From 1 March 2018, projects tendered by the Queensland Government will use PBAs on building and construction projects valued between $1 million and $10 million (including GST), where more than 50% of the contract price is for building work. The new PBA regime under the Building Industry Fairness (Security of Payment) Act 2017 is complex and there are significant penalties for failure to comply with the new obligations from monetary penalties in excess of $10,000 to 2 years imprisonment.
The aim of PBAs is to ensure that subcontractors are paid amounts owed to them under a subcontract in a timely manner.
What does this mean for consultants working in Queensland?
Project Bank accounts are not required for a building contract if the only building work that the contract is for is residential construction work or for maintenance contracts. Refer to Chapter 2 of the Building Industry Fairness (Security of Payment) Act 2017 for further detail on exclusions.
PBAs are set up to ensure that Subcontractors get paid regularly in a timely manner, that their retention and disputed monies are protected, and that the PBA monies due to them are protected in the event of contract termination or bankruptcy.
What is a Project Bank Account?
The Head Contractor must set up a separate PBA for each building contract. Subcontractors do not need to set up a PBA, unless you are a ‘related entity’ to the Head Contractor.
A project bank account is a trust over the following amounts—
- an amount paid by the principal to the head contractor under a building contract;
- an amount a subcontractor is entitled to be paid by the head contractor under a first-tier subcontract;
- a retention amount withheld from a subcontractor under a first-tier subcontract;
- an amount that is the subject of a payment dispute.
There are 3 parties involved in a PBA including the:
- Principal—who the building work is being carried out for under the contract
- Head Contractor—who is carrying out the building work under the contract
- Subcontractor—first-tier subcontractors who have been subcontracted by the Head Contractor to carry out work under the contract
How to set up a Project Bank Account?
The PBA must be set up at a financial institution in Queensland, and must include:
General Trust Account where the Principal makes payments into this account and the Head Contractor will pay the subcontractor from this account; Retention Account for amounts held as a retention amount for a subcontract with a subcontractor beneficiary; Disputed Funds Account for amounts the subject of a payment dispute. We suggest that you refer to the Act for further requirements on setting up a PBA.
Ending a Project Bank Account
The head contractor may dissolve a project bank account only if there are no longer any subcontractor beneficiaries for the project bank account or the only remaining building work to be carried out under the building contract is maintenance work.
The head contractor dissolves a project bank account by closing the trust accounts and giving written notice to the principal that the project bank account has been dissolved.
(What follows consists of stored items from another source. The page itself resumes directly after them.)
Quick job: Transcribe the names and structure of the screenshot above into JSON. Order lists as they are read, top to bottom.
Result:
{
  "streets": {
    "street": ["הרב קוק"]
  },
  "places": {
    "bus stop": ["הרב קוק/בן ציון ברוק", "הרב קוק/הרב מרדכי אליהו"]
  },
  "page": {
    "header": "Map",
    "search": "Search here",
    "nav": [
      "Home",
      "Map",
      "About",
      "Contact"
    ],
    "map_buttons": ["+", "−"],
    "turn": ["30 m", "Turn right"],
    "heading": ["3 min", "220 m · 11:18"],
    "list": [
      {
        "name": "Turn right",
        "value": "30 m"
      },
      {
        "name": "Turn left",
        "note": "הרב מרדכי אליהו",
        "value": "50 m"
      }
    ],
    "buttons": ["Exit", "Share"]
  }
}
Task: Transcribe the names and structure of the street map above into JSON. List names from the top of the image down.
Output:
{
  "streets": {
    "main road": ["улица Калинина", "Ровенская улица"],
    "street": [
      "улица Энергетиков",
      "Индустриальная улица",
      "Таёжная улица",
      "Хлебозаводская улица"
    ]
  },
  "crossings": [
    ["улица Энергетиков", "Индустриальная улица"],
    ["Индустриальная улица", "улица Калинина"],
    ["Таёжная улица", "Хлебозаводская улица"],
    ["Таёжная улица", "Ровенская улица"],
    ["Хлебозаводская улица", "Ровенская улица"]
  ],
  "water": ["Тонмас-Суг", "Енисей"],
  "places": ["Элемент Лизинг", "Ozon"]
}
What does this mean for Consultants?
There are a few possible scenarios for consultants which would trigger the requirement for PBAs –
- Where the principal engages a builder who in turn engages a consultant. In this scenario, the builder will be required to set up a PBA and the consultant will become a beneficiary of the funds from the PBA. This contract between the builder and the consultant will require a PBA if:
- The principal for the contract is the State or a State Authority;
- More than 50% of the contract price is for building work (includes contract administration and completed building inspection);
- The contract price for the building contract is $1 million but not more than $10 million; and
- The building contract is not a subcontract for another building contract.
- Where the consultant is engaged directly by the principal and the consultant engages a subconsultant. In the unlikely event that you are engaged as lead consultant, and more than 50% of your contract price is for contract administration and/or completed building inspection, then you might have to set up a PBA (subject to the other criteria in item 1 above).
- In addition, consultants who work in a contract administration role will need to have a general understanding of the PBA rules and procedures so that they can properly administer the payment provisions of the building contract in compliance with any PBA requirements.